Georgios Poniridis (26 September 1892 – 31 March 1982) was a Greek composer and violinist.

==Life and career==
Georgios Poniridis was born in Chalcedon in what is today Kadıköy, Turkey on 26 September 1892. In his youth he studied the violin and was influenced by the Byzantine music of the Eastern Orthodox Church. As a young adult he trained at the Brussels Conservatory where he was a pupil of Paul Gilson, Alfred Marchot (violin), and Michel Brusselmans (music theory, composition). This was followed by further studies at the Schola Cantorum de Paris with Vincent d'Indy (counterpoint) and Albert Roussel, and private studies in violin with Eugène Ysaÿe. In Paris he befriended Igor Stravinsky and Erik Satie.

Ponridis's early compositions were a blend of Western classical music and Greek folk music; including his Six Greek Folk Melodies for voice and piano (1915) and his Greek Rhythms for piano (1924). After completing his studies he worked as a violinist in Brussels, Paris, and Cologne in the 1920s and 1930s, and also conducted a choir in Paris. During this period he wrote art songs, chamber music, and works for solo piano in a French neo-classicism style which were published by Éditions Maurice Senart and Francis Salabert in France and Oxford University Press in London. In 1938 he moved to Greece where he had significant music posts with the Athens State Orchestra, the Ministry of Education, Religious Affairs and Sports, and the Supreme Music Council. He also was a music journalist for Rassegna musicale and Revue musicale.

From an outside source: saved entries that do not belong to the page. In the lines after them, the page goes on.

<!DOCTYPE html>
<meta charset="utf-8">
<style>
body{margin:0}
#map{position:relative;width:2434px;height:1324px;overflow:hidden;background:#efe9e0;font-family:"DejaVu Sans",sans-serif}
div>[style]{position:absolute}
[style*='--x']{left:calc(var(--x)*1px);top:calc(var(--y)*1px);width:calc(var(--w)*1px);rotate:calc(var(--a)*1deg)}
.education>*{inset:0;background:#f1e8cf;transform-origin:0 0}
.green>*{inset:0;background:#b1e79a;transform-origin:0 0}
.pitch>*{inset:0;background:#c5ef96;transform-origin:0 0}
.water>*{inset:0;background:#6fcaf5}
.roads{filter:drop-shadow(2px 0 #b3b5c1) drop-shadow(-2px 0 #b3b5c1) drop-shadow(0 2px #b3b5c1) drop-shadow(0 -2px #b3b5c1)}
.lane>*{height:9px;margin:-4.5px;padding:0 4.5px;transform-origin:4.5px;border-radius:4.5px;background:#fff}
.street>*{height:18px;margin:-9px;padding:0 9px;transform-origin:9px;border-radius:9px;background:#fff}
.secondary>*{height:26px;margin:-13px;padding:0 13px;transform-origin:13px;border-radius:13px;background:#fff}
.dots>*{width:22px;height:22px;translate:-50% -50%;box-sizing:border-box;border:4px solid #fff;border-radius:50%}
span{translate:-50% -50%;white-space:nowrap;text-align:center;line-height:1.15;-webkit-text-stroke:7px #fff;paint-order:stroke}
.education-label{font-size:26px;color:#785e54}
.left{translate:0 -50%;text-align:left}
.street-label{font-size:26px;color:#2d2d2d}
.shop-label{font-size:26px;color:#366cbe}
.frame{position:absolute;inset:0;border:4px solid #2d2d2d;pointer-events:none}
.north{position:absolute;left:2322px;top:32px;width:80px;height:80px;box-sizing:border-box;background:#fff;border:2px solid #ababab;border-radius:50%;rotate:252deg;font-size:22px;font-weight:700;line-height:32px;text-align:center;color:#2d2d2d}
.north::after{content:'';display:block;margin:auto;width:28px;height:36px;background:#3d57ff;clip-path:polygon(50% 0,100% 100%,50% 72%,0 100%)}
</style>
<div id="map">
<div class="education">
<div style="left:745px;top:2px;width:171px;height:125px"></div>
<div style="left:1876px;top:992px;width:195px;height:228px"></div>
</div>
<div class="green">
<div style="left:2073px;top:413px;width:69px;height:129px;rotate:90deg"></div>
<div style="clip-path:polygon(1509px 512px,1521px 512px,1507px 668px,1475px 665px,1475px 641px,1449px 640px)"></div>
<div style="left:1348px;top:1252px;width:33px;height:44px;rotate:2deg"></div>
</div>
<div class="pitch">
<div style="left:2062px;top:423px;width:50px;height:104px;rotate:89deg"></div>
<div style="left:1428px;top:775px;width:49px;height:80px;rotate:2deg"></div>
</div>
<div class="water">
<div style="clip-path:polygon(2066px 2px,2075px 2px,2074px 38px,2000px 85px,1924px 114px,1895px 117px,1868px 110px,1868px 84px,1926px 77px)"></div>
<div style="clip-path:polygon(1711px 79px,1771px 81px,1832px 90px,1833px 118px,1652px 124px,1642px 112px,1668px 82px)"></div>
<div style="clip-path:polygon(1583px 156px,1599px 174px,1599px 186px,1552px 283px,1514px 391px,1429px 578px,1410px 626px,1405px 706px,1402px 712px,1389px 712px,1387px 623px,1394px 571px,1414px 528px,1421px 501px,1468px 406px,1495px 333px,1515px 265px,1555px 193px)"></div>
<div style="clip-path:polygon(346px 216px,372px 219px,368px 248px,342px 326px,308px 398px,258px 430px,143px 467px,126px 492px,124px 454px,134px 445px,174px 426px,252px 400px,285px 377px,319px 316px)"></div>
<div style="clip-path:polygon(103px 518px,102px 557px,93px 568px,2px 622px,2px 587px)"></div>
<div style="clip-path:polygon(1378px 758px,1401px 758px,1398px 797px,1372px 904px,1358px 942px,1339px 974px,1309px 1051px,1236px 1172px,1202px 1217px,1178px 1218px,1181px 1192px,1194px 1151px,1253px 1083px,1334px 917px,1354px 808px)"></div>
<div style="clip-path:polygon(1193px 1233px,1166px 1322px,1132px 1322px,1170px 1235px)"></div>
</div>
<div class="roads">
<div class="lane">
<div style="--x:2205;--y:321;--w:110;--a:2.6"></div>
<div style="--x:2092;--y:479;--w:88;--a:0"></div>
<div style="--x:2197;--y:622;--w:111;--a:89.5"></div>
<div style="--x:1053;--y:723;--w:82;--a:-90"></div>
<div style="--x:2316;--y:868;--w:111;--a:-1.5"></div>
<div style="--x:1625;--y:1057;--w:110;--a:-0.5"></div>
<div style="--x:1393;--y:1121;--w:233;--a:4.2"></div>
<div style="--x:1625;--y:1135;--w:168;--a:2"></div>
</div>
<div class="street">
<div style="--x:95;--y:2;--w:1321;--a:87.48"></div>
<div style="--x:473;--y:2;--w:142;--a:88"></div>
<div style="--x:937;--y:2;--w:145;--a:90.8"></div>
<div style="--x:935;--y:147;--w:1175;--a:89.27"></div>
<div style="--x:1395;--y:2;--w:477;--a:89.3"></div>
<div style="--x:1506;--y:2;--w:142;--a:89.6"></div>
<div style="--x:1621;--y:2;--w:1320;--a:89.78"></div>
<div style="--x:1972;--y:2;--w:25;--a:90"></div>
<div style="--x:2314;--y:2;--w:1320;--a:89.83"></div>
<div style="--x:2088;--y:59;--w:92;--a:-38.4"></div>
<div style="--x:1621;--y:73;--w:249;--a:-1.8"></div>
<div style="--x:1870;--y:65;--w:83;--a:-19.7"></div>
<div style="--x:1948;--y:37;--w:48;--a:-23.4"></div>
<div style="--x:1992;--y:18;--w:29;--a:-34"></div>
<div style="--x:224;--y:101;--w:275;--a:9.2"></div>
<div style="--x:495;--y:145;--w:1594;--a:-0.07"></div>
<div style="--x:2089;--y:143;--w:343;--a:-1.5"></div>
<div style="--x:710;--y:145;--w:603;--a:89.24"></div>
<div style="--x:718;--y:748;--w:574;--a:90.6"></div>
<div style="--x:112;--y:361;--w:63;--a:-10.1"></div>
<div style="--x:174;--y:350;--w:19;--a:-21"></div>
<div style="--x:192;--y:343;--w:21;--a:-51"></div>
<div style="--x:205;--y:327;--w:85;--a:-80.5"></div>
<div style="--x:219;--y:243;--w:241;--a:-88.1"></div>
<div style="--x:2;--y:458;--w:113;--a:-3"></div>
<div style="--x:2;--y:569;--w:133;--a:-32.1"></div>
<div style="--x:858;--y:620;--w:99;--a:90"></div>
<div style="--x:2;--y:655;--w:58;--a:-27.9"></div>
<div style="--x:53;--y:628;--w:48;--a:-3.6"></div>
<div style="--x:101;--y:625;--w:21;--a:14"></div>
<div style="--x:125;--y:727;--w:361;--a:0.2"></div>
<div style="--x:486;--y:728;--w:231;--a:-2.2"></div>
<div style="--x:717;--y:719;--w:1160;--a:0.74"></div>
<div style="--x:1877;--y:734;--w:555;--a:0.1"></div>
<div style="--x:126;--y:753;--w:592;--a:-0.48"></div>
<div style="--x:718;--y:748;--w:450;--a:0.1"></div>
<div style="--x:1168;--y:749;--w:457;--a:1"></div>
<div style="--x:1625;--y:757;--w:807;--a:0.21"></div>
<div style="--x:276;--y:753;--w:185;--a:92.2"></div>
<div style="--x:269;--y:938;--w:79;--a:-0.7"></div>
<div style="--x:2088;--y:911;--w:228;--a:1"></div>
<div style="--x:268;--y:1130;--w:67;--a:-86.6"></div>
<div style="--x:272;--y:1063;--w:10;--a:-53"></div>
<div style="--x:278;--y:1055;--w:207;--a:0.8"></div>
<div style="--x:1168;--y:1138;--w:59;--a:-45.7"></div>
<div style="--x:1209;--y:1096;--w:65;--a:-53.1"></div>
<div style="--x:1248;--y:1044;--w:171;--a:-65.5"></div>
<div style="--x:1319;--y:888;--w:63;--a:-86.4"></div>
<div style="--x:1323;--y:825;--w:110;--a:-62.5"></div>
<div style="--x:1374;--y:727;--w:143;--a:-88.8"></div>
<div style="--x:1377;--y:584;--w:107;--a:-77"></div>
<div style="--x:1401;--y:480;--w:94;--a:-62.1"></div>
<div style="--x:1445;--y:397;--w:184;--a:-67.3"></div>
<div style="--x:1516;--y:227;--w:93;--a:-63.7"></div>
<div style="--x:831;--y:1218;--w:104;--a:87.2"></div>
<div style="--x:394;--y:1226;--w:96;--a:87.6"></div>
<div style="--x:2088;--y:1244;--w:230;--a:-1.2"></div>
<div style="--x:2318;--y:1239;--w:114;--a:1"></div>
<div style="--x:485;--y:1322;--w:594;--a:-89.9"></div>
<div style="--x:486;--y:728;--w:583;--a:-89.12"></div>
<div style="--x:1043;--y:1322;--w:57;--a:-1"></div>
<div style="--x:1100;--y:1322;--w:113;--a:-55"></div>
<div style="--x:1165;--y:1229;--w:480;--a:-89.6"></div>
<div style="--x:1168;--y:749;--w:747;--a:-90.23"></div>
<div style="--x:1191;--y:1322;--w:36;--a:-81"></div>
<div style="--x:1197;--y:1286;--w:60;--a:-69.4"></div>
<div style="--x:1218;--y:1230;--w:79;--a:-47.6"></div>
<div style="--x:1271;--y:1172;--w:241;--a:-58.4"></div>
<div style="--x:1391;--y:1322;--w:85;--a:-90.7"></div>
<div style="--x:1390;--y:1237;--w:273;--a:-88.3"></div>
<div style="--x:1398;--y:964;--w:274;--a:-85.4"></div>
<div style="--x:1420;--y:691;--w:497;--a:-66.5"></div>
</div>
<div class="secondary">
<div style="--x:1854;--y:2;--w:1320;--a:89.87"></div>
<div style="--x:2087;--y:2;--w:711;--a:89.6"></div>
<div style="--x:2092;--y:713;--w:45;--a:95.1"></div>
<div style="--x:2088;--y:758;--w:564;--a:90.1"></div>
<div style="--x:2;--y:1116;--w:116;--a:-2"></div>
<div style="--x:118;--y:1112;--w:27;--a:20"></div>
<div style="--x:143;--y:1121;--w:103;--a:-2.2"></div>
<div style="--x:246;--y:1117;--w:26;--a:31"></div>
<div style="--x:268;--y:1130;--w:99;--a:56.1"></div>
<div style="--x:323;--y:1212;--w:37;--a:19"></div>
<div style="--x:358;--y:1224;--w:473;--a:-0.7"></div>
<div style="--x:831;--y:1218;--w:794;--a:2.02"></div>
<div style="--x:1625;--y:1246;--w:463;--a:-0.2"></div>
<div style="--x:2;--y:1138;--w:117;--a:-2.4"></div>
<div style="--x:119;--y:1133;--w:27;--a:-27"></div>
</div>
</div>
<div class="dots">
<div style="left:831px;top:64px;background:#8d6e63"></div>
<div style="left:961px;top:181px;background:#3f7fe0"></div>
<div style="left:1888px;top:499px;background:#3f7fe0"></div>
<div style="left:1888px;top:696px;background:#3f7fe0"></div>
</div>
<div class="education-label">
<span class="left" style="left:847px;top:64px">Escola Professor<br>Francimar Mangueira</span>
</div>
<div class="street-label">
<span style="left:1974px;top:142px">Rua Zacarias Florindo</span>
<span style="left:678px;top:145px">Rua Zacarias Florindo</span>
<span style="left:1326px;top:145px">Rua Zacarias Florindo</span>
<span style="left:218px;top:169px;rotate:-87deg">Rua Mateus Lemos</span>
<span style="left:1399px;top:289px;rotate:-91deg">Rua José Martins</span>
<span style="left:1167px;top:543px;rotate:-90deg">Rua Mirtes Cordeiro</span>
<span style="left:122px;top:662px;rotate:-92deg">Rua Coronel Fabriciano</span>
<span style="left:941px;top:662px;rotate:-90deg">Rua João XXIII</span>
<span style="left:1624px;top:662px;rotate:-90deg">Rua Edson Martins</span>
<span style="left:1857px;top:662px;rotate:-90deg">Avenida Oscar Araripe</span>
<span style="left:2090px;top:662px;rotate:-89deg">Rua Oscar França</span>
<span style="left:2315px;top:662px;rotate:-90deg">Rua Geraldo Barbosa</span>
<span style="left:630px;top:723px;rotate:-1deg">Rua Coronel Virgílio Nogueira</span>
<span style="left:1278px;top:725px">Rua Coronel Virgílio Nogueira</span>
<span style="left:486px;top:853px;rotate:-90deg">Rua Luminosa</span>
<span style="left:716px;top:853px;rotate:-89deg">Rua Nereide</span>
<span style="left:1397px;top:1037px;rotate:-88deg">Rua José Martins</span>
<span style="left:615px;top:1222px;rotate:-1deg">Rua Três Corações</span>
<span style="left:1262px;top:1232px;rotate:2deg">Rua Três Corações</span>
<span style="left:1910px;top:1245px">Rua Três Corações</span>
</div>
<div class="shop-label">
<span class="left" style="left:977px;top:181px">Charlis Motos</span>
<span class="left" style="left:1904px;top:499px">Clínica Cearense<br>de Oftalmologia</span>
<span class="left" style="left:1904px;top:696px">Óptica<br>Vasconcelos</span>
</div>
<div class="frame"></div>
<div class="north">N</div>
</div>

In the mid 1950s Poniridis began to embrace musical modernism within his compositions, and ultimately adopted atonality, serialism, and Twelve-tone technique, and developing his own personal approach which he called "absolutely dissonant". In the 1960s and 1970s he was highly active in the Athens Contemporary Music Festival. While a thoroughly modern composer in the end, he never completely abandoned references to traditional Greek music within his work.

Ponridis died in Athens on 31 March 1982 at the age of 90.